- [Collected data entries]

= = =

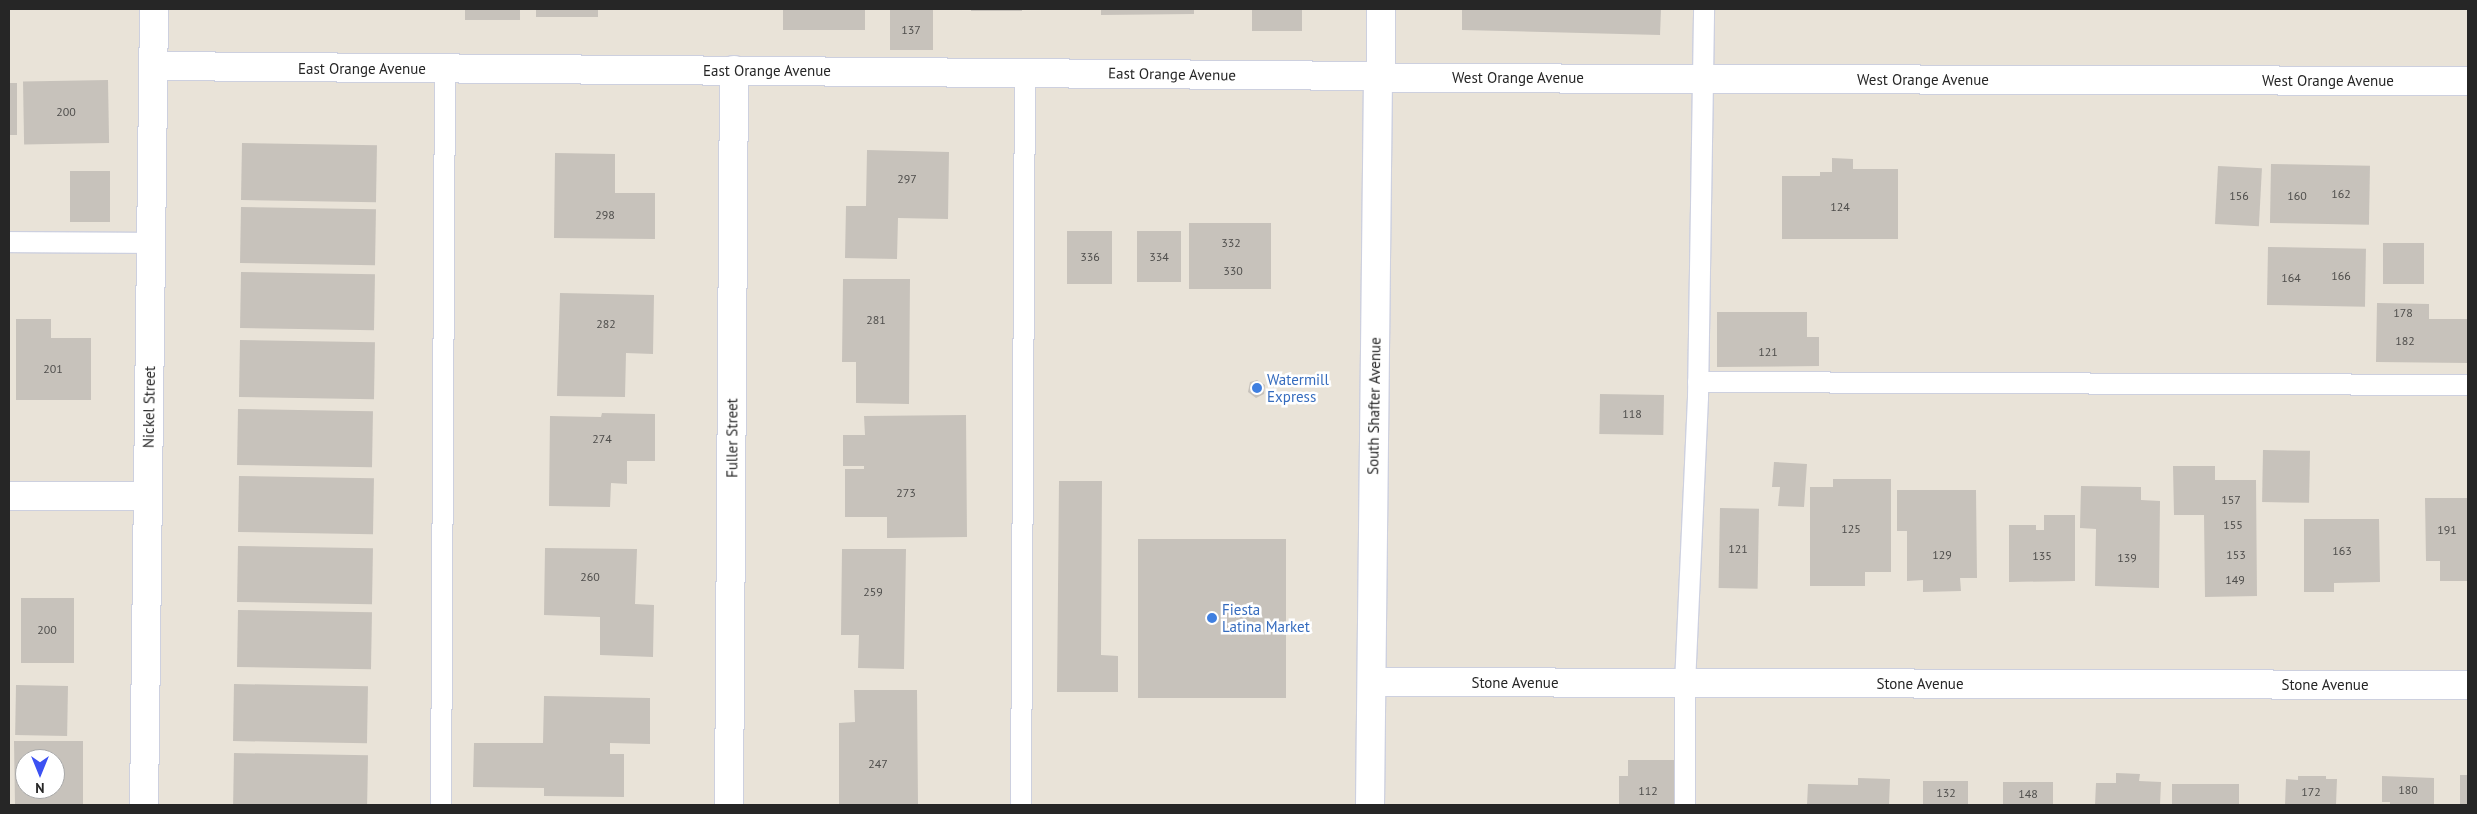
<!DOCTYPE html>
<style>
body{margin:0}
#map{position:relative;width:2477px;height:814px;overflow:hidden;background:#e9e3d8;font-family:"PT Sans",sans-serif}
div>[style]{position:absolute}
.building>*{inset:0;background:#c7c2bb;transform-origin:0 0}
.roads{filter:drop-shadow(1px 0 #cdd0df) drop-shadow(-1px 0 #cdd0df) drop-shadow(0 1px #cdd0df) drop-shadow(0 -1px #cdd0df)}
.lane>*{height:20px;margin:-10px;padding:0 10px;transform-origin:10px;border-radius:10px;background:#fff}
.street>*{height:28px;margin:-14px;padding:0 14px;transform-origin:14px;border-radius:14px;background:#fff}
.secondary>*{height:28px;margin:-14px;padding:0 14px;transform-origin:14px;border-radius:14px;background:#fff}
.dots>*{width:14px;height:14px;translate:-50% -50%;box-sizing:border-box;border:2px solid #fff;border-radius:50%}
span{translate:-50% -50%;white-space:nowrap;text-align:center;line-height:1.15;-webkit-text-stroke:5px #fff;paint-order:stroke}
.number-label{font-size:12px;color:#4e4d4b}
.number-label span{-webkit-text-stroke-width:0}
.street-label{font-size:15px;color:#262626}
.shop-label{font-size:15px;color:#366cbe}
.left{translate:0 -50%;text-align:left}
.frame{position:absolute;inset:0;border:10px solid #262626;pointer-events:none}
.north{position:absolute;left:15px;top:749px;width:50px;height:50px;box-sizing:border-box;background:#fff;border:1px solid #a8a8a8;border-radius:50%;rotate:180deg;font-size:14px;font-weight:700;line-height:20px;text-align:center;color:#262626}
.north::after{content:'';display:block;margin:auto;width:18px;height:22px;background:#3c51f2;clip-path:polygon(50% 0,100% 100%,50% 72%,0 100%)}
</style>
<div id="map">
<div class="building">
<i style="left:465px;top:9px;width:55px;height:11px"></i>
<i style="left:536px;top:9px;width:62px;height:8px"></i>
<i style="left:783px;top:9px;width:82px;height:21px"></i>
<i style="left:890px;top:9px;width:43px;height:41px"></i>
<i style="left:971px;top:9px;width:51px;height:2px"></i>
<i style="clip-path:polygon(1101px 9px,1194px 9px,1194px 14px,1101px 15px)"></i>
<i style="left:1252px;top:9px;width:50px;height:22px"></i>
<i style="clip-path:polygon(1462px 9px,1661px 9px,1660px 35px,1462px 30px)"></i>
<i style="left:108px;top:80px;width:63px;height:85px;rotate:89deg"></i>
<i style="left:9px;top:83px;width:8px;height:52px"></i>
<i style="left:242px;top:143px;width:135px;height:57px;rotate:1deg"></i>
<i style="clip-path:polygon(867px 150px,949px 152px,948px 219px,898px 218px,897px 259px,845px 258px,846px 206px,866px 206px)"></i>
<i style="clip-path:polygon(555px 153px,615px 154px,615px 193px,655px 193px,655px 239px,554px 238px)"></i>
<i style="clip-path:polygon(1832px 158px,1853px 159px,1853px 169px,1898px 169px,1898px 239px,1782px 239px,1782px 176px,1820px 176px,1820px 172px,1832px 172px)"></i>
<i style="left:2271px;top:164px;width:99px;height:59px;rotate:1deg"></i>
<i style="left:2218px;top:166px;width:44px;height:58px;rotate:3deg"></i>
<i style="left:70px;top:171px;width:40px;height:51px"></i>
<i style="left:241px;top:207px;width:135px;height:56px;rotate:1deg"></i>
<i style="left:1189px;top:223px;width:82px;height:66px"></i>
<i style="left:1067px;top:231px;width:45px;height:53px"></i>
<i style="left:1137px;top:231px;width:44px;height:51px"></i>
<i style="left:2383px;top:243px;width:41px;height:41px"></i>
<i style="left:2268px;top:247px;width:98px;height:58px;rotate:1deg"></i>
<i style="left:241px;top:272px;width:134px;height:56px;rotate:1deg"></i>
<i style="clip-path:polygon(843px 279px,910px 279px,909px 404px,856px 403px,856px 362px,842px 362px)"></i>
<i style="clip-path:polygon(560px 293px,654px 295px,653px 354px,626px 353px,625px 397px,557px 396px)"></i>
<i style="clip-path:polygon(2377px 303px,2429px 304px,2429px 319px,2468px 319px,2468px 363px,2376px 362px)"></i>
<i style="clip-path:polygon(1717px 312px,1807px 312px,1807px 337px,1819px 337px,1819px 366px,1717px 367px)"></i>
<i style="clip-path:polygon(16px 319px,51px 319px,51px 338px,91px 338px,91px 400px,16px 400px)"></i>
<i style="left:240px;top:340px;width:135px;height:57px;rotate:1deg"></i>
<i style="clip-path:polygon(1257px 380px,1265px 385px,1264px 394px,1256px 398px,1248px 392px,1250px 382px)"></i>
<i style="left:1600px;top:394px;width:64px;height:40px;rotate:1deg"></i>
<i style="left:238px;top:409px;width:135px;height:56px;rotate:1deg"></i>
<i style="clip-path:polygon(602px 413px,655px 414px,655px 461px,627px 461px,627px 484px,611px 483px,610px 507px,549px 506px,550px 416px,601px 417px)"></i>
<i style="clip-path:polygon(966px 415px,967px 537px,887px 538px,887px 517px,845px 517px,845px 469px,864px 469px,864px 466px,843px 466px,843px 435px,865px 435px,864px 416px)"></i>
<i style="left:2263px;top:450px;width:47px;height:52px;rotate:1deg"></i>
<i style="clip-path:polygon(1774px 462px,1807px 464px,1804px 507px,1778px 506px,1780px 487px,1772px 487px)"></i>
<i style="clip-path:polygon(2173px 466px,2215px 466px,2215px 480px,2256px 480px,2257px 596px,2205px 597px,2204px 515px,2174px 515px)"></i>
<i style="left:239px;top:476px;width:135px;height:56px;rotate:1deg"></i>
<i style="clip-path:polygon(1833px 479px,1891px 479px,1891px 572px,1865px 572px,1865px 586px,1810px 586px,1810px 487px,1833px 487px)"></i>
<i style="clip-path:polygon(1059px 481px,1102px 481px,1101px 655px,1118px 656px,1118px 692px,1057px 692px)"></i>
<i style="clip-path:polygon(2081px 486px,2141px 487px,2141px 500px,2160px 501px,2159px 588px,2095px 586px,2096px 529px,2080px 528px)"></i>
<i style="clip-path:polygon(1897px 490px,1976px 490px,1977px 578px,1960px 578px,1961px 591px,1923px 592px,1923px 580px,1907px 581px,1907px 531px,1897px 531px)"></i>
<i style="clip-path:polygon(2425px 498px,2468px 498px,2468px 581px,2440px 581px,2440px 561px,2426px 561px)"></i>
<i style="left:1720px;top:508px;width:39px;height:80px;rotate:1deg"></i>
<i style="clip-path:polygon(2044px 515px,2075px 515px,2075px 581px,2009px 582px,2009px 525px,2036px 525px,2036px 530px,2044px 530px)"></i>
<i style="clip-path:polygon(2304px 519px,2379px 519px,2380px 582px,2334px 583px,2334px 592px,2304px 592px)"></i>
<i style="left:1138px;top:539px;width:148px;height:159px"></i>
<i style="left:238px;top:546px;width:135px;height:56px;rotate:1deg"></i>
<i style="clip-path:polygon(545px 548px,637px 549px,635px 604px,654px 605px,653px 657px,600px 655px,600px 617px,544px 615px)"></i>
<i style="clip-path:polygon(842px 549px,906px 549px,904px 669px,858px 668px,859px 635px,841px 635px)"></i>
<i style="left:21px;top:598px;width:53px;height:65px"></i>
<i style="left:238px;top:610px;width:134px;height:57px;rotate:1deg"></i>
<i style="left:234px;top:684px;width:134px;height:57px;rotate:1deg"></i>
<i style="left:16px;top:685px;width:52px;height:50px;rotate:1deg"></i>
<i style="clip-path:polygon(854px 690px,917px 690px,918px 805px,839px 805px,839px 723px,855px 722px)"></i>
<i style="clip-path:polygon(544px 696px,650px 698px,650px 744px,610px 743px,610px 754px,624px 754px,624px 797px,544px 796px,544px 788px,473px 787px,474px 743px,543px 743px)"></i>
<i style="clip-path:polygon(evenodd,14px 741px,83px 741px,83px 805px,15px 805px,14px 741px,25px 759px,55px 759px,55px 789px,25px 789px,25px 759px)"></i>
<i style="left:234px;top:753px;width:134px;height:52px;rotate:1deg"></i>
<i style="clip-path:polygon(1628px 760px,1676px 760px,1676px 805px,1619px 805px,1619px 776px,1628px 776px)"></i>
<i style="clip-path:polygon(2116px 773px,2140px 774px,2139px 781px,2161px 782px,2160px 805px,2095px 805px,2096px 783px,2116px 783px)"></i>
<i style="left:2460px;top:775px;width:8px;height:30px"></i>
<i style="clip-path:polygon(2298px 776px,2326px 776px,2326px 779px,2337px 779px,2336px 805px,2285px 805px,2286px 779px,2298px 780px)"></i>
<i style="clip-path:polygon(2382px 776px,2434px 778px,2434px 805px,2390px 805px,2390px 802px,2382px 802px)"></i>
<i style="clip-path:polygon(1858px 778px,1890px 779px,1889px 805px,1807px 805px,1808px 784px,1858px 785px)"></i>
<i style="left:1923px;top:781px;width:45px;height:24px"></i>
<i style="left:2003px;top:782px;width:50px;height:23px"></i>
<i style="left:2172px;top:784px;width:67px;height:21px"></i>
</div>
<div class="roads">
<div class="lane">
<i style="left:9px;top:242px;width:142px;rotate:0.4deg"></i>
<i style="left:1698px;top:382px;width:770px;rotate:0.22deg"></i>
<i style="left:441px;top:805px;width:736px;rotate:-89.69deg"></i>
<i style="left:1021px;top:805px;width:732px;rotate:-89.69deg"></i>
<i style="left:1685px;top:805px;width:121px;rotate:-90deg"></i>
<i style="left:1685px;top:684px;width:287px;rotate:-87.4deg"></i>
<i style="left:1698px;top:397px;width:388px;rotate:-89.1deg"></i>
</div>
<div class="street">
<i style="left:153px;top:66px;width:1228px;rotate:0.47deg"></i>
<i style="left:1378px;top:78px;width:1090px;rotate:0.16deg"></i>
<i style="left:9px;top:496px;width:139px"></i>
<i style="left:1372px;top:682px;width:1096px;rotate:0.16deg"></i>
<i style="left:144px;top:805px;width:796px;rotate:-89.28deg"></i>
<i style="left:729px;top:805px;width:735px;rotate:-89.61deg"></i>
</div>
<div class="secondary">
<i style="left:1370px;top:805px;width:727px;rotate:-89.37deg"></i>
<i style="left:1378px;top:78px;width:4px;rotate:-34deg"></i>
<i style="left:1381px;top:76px;width:67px;rotate:-90deg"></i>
</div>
</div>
<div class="dots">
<i style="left:1257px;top:388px;background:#3f7fe0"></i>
<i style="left:1212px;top:618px;background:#3f7fe0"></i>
</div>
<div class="number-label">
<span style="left:911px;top:30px">137</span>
<span style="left:66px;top:112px">200</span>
<span style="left:907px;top:179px">297</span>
<span style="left:2341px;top:194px">162</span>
<span style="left:2239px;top:196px">156</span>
<span style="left:2297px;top:196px">160</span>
<span style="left:1840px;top:207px">124</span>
<span style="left:605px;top:215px">298</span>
<span style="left:1231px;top:243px">332</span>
<span style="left:1090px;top:257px">336</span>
<span style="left:1159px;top:257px">334</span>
<span style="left:1233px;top:271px">330</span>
<span style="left:2341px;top:276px">166</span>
<span style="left:2291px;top:278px">164</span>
<span style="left:2403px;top:313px">178</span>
<span style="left:876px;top:320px">281</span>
<span style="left:606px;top:324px">282</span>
<span style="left:2405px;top:341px">182</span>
<span style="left:1768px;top:352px">121</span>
<span style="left:53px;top:369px">201</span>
<span style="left:1632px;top:414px">118</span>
<span style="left:602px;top:439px">274</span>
<span style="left:906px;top:493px">273</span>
<span style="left:2231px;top:500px">157</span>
<span style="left:2233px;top:525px">155</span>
<span style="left:1851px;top:529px">125</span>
<span style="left:2447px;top:530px">191</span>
<span style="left:1738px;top:549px">121</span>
<span style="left:2342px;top:551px">163</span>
<span style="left:1942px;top:555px">129</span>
<span style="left:2236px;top:555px">153</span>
<span style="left:2042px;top:556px">135</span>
<span style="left:2127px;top:558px">139</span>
<span style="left:590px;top:577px">260</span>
<span style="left:2235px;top:580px">149</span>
<span style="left:873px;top:592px">259</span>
<span style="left:47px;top:630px">200</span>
<span style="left:878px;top:764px">247</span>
<span style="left:2408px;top:790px">180</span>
<span style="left:1648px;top:791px">112</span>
<span style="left:2311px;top:792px">172</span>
<span style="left:1946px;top:793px">132</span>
<span style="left:2028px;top:794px">148</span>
</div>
<div class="street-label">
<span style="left:362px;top:69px">East Orange Avenue</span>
<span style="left:767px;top:71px">East Orange Avenue</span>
<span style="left:1172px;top:74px;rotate:1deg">East Orange Avenue</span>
<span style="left:1518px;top:78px">West Orange Avenue</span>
<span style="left:1923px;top:80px">West Orange Avenue</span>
<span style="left:2328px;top:81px">West Orange Avenue</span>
<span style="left:1374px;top:406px;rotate:-89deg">South Shafter Avenue</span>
<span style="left:149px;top:407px;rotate:-89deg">Nickel Street</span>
<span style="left:732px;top:438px;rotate:-90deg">Fuller Street</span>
<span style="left:1515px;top:683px">Stone Avenue</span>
<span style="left:1920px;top:684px">Stone Avenue</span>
<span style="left:2325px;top:685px">Stone Avenue</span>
</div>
<div class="shop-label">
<span class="left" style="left:1267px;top:388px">Watermill<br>Express</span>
<span class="left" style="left:1222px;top:618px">Fiesta<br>Latina Market</span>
</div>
<div class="frame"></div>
<div class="north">N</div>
</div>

= = =

- [EXERCISE DIRECTIONS] Only one number is needed: please count the lines of the entries above in which the string "lane" occurs.

- [ANSWER SPACE] 2